As politics fragments, Europe falls in line with trade
The writer is founder and chief executive of the Counterpoint research and advisory team
Voters across Europe seem increasingly unwilling to show allegiance to political parties. French president Emmanuel Macron is the latest politician to feel the extreme end of this hyper-volatility.
After an electoral cycle that was able to combine high drama and almost total misery, which culminated in the legislative elections in June, Marine Le Pen’s far -right National Rassemblement now has 89 seats in France’s National Assembly.
Next to them is a rickety leftwing coalition that spans everything from vociferously uncooperative Jean-Luc Mélenchon’s vociferously uncooperative far left La France Insoumise (France Unbowed) to a handful of unhappy social democrats, through some Greens and Communists.

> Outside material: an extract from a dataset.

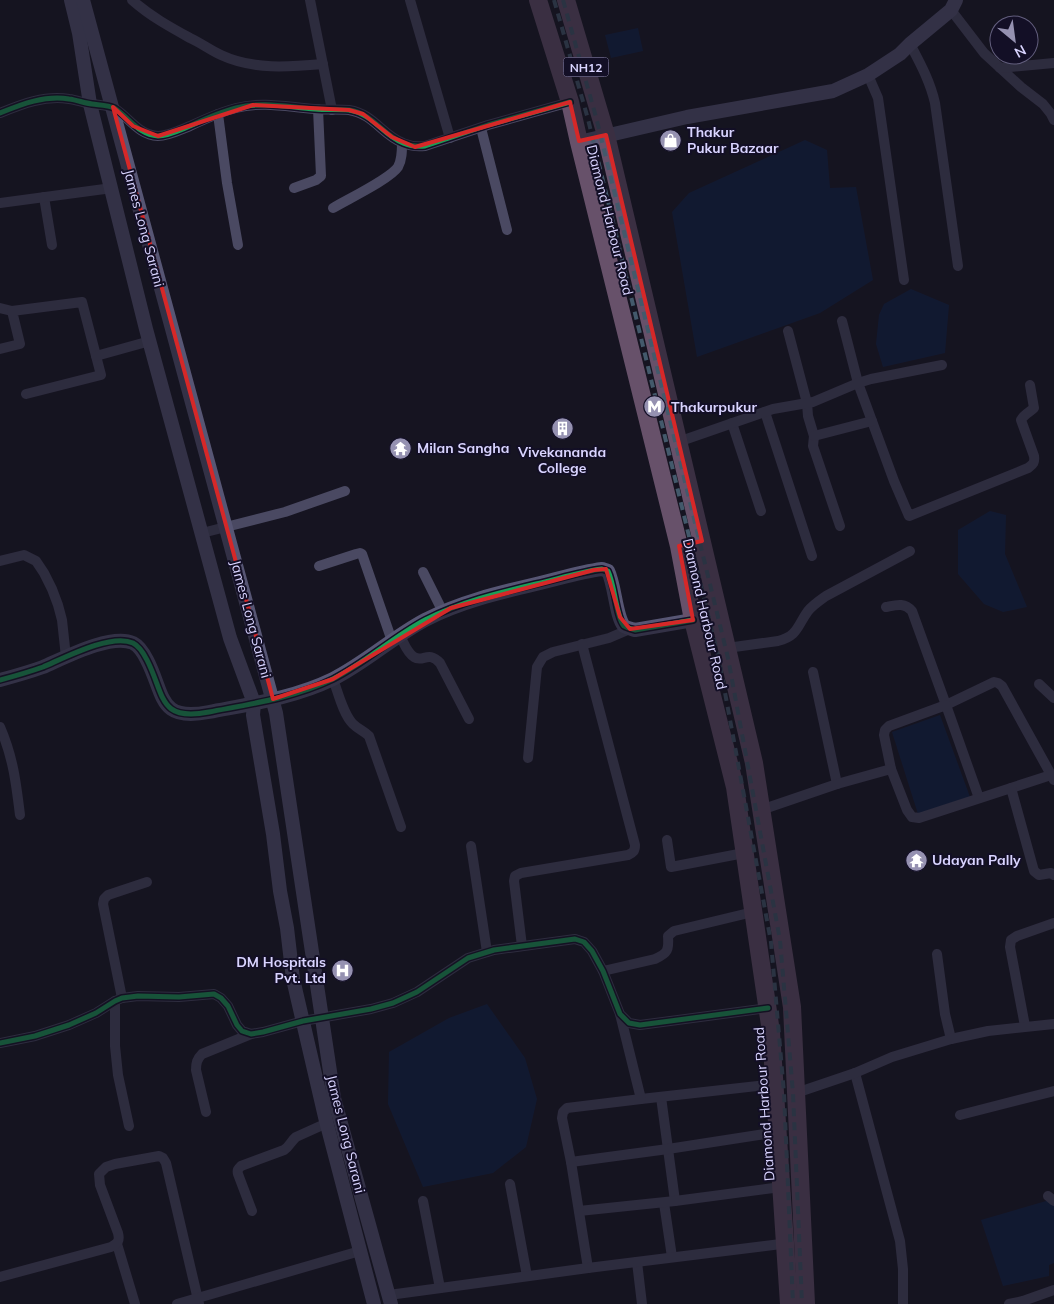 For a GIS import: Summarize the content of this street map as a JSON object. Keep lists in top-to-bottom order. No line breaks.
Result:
{"streets":{"highway":["NH12","Diamond Harbour Road"],"main road":["James Long Sarani"]},"places":{"shop":["Thakur Pukur Bazaar"],"metro station":["Thakurpukur"],"building":["Vivekananda College"],"temple":["Milan Sangha","Udayan Pally"],"hospital":["DM Hospitals Pvt. Ltd"]},"north":"bottom right"}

The mainstream right Les Républicains has weakened, while the centrist parties aligned with the president have 250 seats, somewhat short of an absolute majority.
All of this points to a second fact: voters are not only changing their minds more often, they are happily spreading across the political spectrum. Or voting with their feet.
This phenomenon is seen throughout Europe, except Poland, where polarization predominates (unlike in the US), and Hungary, where polarization has given way to authoritarianism.
In Italy, for example, the brief domination (and likely alliance) of the far-right League and the anti-establishment Five Star Movement seems to allow for re-disunity, making it harder for prime minister Mario Draghi to shepherd. the cats of his government of national unity. We see a similar pattern in Denmark, where three new parties are running for election in 2019.
Even Germany’s traditionally quiet coalition politics has allowed for what was an uneasy tripartite partnership between Chancellor Olaf Scholz’s Social Democrats, the Greens and the economic liberals and conservative financial Free Democrats.
Politics in the late 20th century saw a range of dynamics driven by unified growth agreement, with increasingly unidentified parties converging on the center. Globalization has filled politics with a kind of centripetal quality as the parties have signed up to a seemingly irresistible consensus.
But, for several years now, voters have expressed their suspicion of this consensus. Today, many parties dot the European political landscape again, from the left to the far right.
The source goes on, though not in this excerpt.